Work item — The answer is every line of the records that holds the word "evenodd", copied in full.

[Dataset entries]
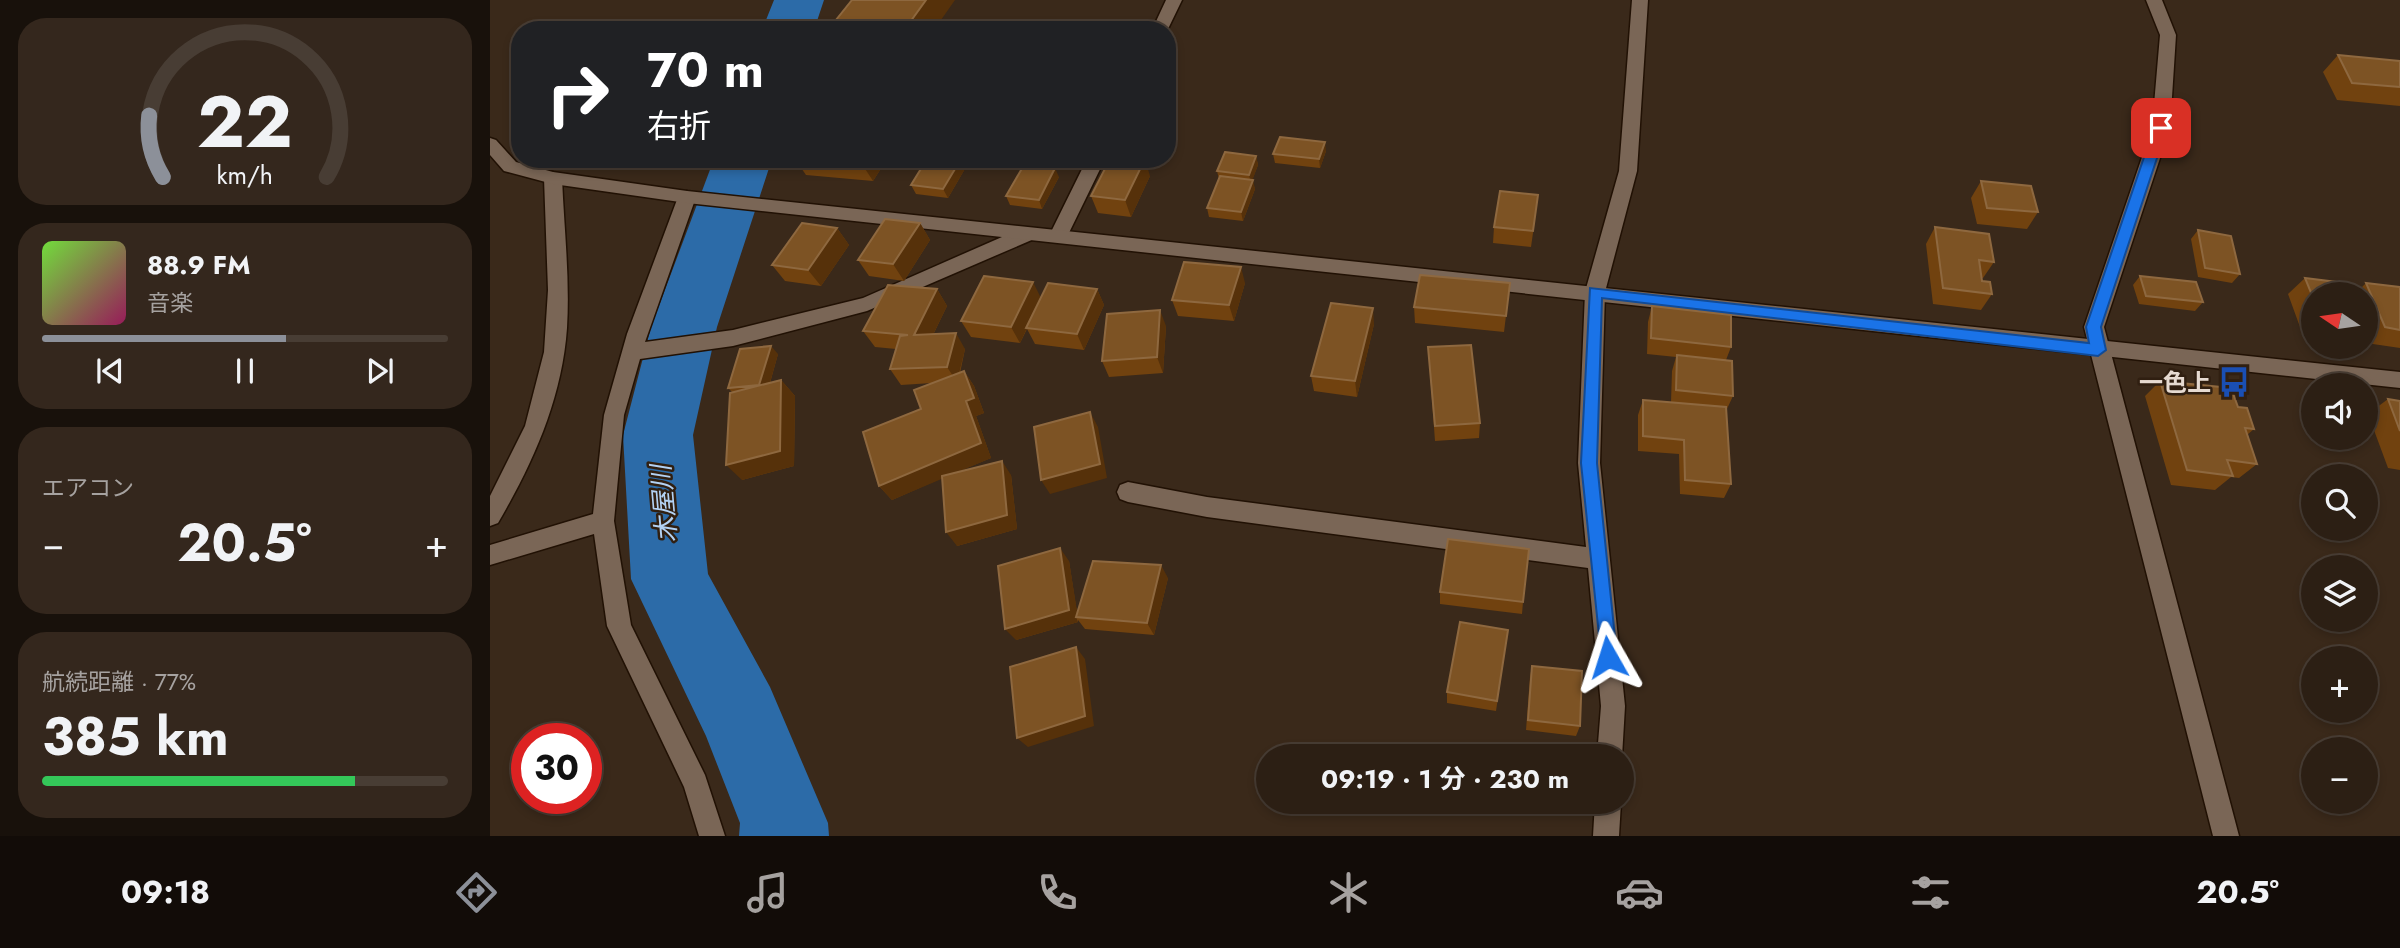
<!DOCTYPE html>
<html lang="ja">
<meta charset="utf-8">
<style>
:root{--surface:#2c1f14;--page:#34271d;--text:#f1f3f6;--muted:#a6a2a0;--line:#483d34;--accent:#8c9099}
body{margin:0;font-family:Jost,"Noto Sans JP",sans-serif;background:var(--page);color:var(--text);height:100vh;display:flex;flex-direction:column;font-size:26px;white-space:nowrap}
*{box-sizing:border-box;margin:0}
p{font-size:23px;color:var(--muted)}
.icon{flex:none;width:38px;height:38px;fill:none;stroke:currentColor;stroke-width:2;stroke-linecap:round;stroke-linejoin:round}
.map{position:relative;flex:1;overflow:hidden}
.panel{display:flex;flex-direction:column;gap:18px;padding:18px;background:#18110b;width:490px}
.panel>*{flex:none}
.guide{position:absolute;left:21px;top:21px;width:665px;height:147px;border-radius:28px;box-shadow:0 4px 10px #0003,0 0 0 2px var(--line);background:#202124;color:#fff;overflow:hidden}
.needle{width:46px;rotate:283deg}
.buttons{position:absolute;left:1811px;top:282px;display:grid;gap:14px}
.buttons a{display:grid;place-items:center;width:77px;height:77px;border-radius:50%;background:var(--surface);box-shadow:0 4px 10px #0003,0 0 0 2px var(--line);font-size:35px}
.speed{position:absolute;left:21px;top:723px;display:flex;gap:14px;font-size:35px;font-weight:700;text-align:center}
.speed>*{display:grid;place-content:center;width:91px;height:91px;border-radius:50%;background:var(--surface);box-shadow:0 4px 10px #0003,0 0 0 2px var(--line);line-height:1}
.speed .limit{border:10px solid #d22;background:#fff;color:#111}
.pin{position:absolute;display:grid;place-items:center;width:60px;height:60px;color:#fff;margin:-30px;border-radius:14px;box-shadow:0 4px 10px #0006}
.me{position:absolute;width:77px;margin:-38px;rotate:354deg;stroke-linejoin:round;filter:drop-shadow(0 0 5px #0008)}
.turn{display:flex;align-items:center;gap:24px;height:147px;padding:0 21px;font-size:32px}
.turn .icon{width:91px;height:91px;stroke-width:2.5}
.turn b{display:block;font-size:49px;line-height:60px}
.big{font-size:52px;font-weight:700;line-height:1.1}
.panel .tile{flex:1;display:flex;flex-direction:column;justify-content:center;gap:10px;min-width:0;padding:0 24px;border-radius:28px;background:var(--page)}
.panel .dial{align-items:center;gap:0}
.dial svg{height:182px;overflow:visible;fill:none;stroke:var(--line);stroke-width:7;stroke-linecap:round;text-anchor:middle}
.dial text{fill:var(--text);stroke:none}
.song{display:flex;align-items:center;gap:21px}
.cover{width:84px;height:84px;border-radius:10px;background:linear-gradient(135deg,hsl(100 70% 55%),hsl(330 70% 35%))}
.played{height:7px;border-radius:4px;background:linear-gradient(90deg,var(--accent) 60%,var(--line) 60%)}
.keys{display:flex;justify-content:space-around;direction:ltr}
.heat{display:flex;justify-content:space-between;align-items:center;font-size:38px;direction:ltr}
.charge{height:10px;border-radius:5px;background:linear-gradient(90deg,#34c759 77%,var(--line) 0)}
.trip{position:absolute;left:766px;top:744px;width:378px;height:70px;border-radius:35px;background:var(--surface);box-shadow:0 4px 10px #0003,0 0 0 2px var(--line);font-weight:700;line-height:70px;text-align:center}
.tabs{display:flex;height:112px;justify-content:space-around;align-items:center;background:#120c08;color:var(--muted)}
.tabs .icon{width:49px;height:49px}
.tabs .selected{color:var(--accent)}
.tabs b{font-size:32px;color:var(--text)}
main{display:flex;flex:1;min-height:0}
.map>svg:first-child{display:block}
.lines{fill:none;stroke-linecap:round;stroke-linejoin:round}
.river{fill:#2c6ba8;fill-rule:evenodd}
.minor-casing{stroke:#211104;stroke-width:3}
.tertiary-casing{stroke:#211104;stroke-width:3}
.minor{fill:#7a6656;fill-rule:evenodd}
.tertiary{fill:#7a6656;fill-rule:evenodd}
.wall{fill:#71420f}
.shaded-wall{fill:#56310a}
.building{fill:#7d5324;stroke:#8e683f;stroke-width:2}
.route{fill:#1a73e8;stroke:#114b97;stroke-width:2}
.labels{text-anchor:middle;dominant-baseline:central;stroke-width:5;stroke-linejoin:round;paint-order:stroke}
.poi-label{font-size:24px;font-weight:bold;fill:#e6dad1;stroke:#301f11;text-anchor:end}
.water-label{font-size:26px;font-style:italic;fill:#b3d2f4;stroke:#301f11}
</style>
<main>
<section class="panel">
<div class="tile dial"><svg viewBox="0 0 100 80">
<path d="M14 69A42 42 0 1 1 86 69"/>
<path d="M14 69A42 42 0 0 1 8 42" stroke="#8c9099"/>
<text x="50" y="56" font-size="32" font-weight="700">22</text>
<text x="50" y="72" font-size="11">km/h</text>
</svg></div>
<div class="tile">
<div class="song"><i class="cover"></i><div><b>88.9 FM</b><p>音楽</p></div></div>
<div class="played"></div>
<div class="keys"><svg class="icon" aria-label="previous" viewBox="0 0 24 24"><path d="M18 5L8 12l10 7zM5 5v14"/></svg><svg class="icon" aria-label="pause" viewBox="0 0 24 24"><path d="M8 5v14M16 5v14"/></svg><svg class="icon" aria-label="next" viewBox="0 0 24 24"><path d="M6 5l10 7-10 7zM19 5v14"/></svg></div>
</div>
<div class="tile"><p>エアコン</p>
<div class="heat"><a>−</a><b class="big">20.5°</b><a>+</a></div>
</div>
<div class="tile"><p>航続距離 · 77%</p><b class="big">385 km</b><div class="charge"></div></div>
</section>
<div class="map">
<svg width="1910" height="836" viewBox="0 0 1910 836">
<rect width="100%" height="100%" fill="#3a291a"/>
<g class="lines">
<path class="river" d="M284 0H334L324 30H272Z
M224 159H282L227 327 203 435 218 574 280 687 338 823 339 836H249L250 823 216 736 141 579 133 435 161 327Z"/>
<defs>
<path id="minor" d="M676 0H692L677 31 662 30Z
M1142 0H1158L1147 171 1115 292 1110 463 1135 706 1132 757 1107 756 1111 706 1098 568 717 517 638 502 630 499 627 492 630 485 638 482 717 497 1096 547 1088 463 1095 292 1129 171Z
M1656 0H1672L1686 35 1680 128 1614 327 1749 836H1723L1594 327 1662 128 1670 35Z
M597 159H615L575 241H561L559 236Z
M63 172 72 178C74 228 80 278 77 328 72 399 43 463 8 523L0 526V496L35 426 54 352 58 290 54 178Z
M197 191 206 197 155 342 243 330 373 298 530 229H544L546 234 544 239 377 311 243 346 150 359 134 415 124 521 141 625 215 775 235 836H209L194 787 117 626 104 534 0 565V545L103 514 114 415 137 334 188 197Z
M1105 802H1131L1129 836H1103Z"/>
<path id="tertiary" d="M0 138 6 140 26 162 63 172 197 191 1910 372V388L197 203 63 184 14 171 0 155Z"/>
</defs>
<use href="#minor" class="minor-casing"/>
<use href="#tertiary" class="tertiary-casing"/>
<use href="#minor" class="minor"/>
<use href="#tertiary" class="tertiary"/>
</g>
<path class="wall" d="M1848 55 1910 61V106L1847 100 1833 72Z
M836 151 830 168 785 163 783 154Z
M766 156 768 165 762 180 765 189 753 221 719 217 717 208 729 179 727 171Z
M305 159H397L383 181 316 175Z
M476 167 458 198 426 194 421 185Z
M660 176 641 217 608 213 601 196Z
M569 177 552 209 520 205 516 196Z
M1491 181 1548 212 1537 229 1487 224 1481 198Z
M1046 212 1041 247 1003 243 1004 227Z
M430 223 440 240 414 281 379 276 368 260Z
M1445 227 1504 262 1493 278H1492V281L1502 294 1491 310 1443 304 1436 244Z
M347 228 359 245 331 286 295 281 282 265Z
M1708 230 1750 274 1742 283 1708 277 1701 239Z
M1650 276 1713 302 1705 311 1649 304 1643 285Z
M1815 278 1824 294V339L1814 338 1798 294Z
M755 283 744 321 688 316 682 300Z
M1020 283 1014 332 925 323 924 307Z
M1876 283 1910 287V348L1876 343V294H1865Z
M447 289 457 306 443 335 475 349 470 373 474 371 484 386 494 413 486 416 501 458 464 473 521 475 527 529 467 546 452 478 402 500 389 486 431 409 442 383 411 385 400 369 406 349 385 347 373 331Z
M607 289 614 305 594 350 545 344 537 329 530 343 481 337 471 321 551 298Z
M1162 306 1241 347 1236 360 1243 396 1236 411 1241 484 1234 498 1190 494 1189 454 1148 451V415L1153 400 1181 402 1182 371 1186 357 1157 354 1158 322Z
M884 324 867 397 824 391 821 376Z
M676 326 673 373 619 377 612 361Z
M938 347 990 423 989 438 945 441Z
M288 354 280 383 291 380 305 396 304 466 252 480 242 392 238 388Z
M1670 381 1748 407 1764 429 1757 435 1767 464 1749 478 1741 477 1725 490 1681 485 1655 396Z
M1898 399 1910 401V470L1898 468 1878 414Z
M579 561 587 613 678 578 664 635 595 629 588 620V622L526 640Z
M950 592 1033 602 1032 614 950 604Z
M1018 630 1006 711 957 703V692Z
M1042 666 1090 726 1086 736 1036 730 1040 677Z"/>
<path class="shaded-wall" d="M436 0H465L444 30H420L418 25Z
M835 142 836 151 830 168 829 159Z
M766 156 768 165 761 184 759 175Z
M376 159H397L383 181 372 164Z
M471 159H473L476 167 458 198 453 189Z
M655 159 660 176 641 217 635 200Z
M565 168 569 177 552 209 549 200Z
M763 180 765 189 753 221 751 212Z
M430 223 440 240 414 281 403 264Z
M347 228 359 245 331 286 318 270Z
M751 267 755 283 744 321 739 305Z
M543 282 551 298 530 343 521 327Z
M447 289 457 306 435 351 424 335Z
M607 289 614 305 594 350 587 334Z
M883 308 884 324 867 397 865 381Z
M670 310 676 326 673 373 667 357Z
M466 333 475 349 467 382 457 367Z
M281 346 288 354 277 393 269 385Z
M474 371 484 386 494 413 486 416 501 458 402 500 389 486 476 401Z
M291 380 305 396 304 466 252 480 236 465Z
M600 412 608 427 617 478 560 494 551 480Z
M512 461 521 475 527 529 467 546 456 532Z
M570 548 579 561 588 617H586L588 622 526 640 515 629Z
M671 565 678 578 664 635 657 623Z
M586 647 595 659 604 726 538 747 527 738Z"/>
<path class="building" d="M362 0H436L418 25 424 26 421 30H338Z
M1848 55 1910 61V87L1862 83Z
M790 137 835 142 829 159 783 154Z
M735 152 766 156 759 175 727 171Z
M319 159H376L372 164Z
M437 159H471L453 189 421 185Z
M620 159H655L635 200 601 196Z
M534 165 565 168 549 200 516 196Z
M730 176 763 180 751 212 717 208Z
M1491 181 1541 186 1548 212 1497 208Z
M1010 191 1048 195 1043 231 1004 227Z
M395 219 430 223 403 264 368 260Z
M312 223 347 228 318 270 282 265Z
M1445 227 1499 234 1504 262 1489 260 1492 281 1500 282 1502 294 1453 288Z
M1708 230 1741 236 1750 274 1715 268Z
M694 262 751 267 739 305 682 300Z
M930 275 1020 283 1016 316 924 307Z
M494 276 543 282 521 327 471 321Z
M1650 276 1706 282 1713 302 1656 296Z
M1815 278 1855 283 1860 294H1824V300Z
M558 283 607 289 587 334 536 328Z
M1876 283 1910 287V330L1895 327Z
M398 285 447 289 424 335 466 333 457 367 400 369 410 336 418 335 373 331Z
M841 303 883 308 865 381 821 376Z
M1162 306 1241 315V347L1161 338Z
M670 310 667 357 612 361 617 314Z
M981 345 990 423 945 426 938 347Z
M281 346 269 385 238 388 250 349Z
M1187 355 1242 361 1243 396 1186 390Z
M474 371 484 398 476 401 491 443 389 486 373 432 431 409 424 390Z
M291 380 290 451 236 465 240 393Z
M1670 381 1741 388 1748 407 1757 408 1764 429 1755 428 1767 464 1737 460 1743 476 1697 470Z
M1898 399 1910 401V431Z
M1153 400 1236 407 1241 484 1195 480 1194 440 1153 436Z
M600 412 610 464 551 480 544 427Z
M512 461 517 515 456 532 452 476Z
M958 539 1039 549 1033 602 950 592Z
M570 548 579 610 515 629 508 566Z
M603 561 671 565 657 623 586 617Z
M970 622 1018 630 1007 701 957 692Z
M586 647 595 716 527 738 520 667Z
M1042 666 1092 671 1090 726 1038 720Z"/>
<path class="route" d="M1671 124 1677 128 1611 327 1616 350 1608 356 1112 298 1107 463 1127 657 1125 664 1118 666 1112 664 1091 463 1100 288 1599 343 1596 327 1664 128Z"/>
<defs>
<symbol id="bus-bare" viewBox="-9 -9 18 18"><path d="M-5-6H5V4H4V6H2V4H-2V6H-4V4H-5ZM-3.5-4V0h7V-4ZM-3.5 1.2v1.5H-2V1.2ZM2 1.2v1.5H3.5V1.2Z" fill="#1a4fb4" stroke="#301f11" stroke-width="2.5" paint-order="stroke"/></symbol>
</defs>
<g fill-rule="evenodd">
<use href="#bus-bare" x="1722" y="360" width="44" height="44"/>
</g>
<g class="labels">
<g class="poi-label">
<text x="1721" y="382">一色上</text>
</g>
<g class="water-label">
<text transform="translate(174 504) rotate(-95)">木屋川</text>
</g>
</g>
</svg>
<div class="buttons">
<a><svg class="needle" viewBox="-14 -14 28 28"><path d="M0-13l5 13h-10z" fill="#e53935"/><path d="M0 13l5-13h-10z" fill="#a6a2a0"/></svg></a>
<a><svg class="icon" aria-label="sound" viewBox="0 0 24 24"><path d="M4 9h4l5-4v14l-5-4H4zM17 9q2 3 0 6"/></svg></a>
<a><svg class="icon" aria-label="search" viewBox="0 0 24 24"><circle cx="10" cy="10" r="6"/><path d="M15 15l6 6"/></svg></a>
<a><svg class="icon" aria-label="layers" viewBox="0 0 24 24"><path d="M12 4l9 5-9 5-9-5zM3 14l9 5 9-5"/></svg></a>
<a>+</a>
<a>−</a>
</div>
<div class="speed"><div class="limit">30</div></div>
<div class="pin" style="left:1671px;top:128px;background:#d93025"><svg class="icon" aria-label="arrive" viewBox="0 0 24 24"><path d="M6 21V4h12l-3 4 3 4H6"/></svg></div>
<svg class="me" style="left:1118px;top:657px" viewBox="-20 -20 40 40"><path d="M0-17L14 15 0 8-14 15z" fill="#1a73e8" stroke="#fff" stroke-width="4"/></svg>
<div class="trip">09:19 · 1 分 · 230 m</div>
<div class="guide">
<div class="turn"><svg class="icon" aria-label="right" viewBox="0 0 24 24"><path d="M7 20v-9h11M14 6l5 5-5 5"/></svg><div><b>70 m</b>右折</div></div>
</div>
</div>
</main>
<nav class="tabs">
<b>09:18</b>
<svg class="icon selected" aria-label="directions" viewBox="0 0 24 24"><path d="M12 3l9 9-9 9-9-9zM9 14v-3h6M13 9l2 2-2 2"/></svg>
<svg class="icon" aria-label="music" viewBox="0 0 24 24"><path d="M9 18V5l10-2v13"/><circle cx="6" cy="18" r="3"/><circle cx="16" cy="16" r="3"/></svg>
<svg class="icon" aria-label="phone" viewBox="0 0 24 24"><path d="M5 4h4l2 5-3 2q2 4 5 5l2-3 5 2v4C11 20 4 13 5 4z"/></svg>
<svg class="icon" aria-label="climate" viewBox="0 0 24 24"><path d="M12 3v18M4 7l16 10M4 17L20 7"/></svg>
<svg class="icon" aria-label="car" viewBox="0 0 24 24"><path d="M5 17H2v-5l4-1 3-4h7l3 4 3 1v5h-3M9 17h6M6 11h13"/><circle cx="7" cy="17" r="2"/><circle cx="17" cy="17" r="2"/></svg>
<svg class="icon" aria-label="filters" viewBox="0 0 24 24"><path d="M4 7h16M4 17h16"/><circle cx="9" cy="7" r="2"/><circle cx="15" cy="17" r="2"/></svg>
<b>20.5°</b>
</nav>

Answer below —
.river{fill:#2c6ba8;fill-rule:evenodd}
.minor{fill:#7a6656;fill-rule:evenodd}
.tertiary{fill:#7a6656;fill-rule:evenodd}
<g fill-rule="evenodd">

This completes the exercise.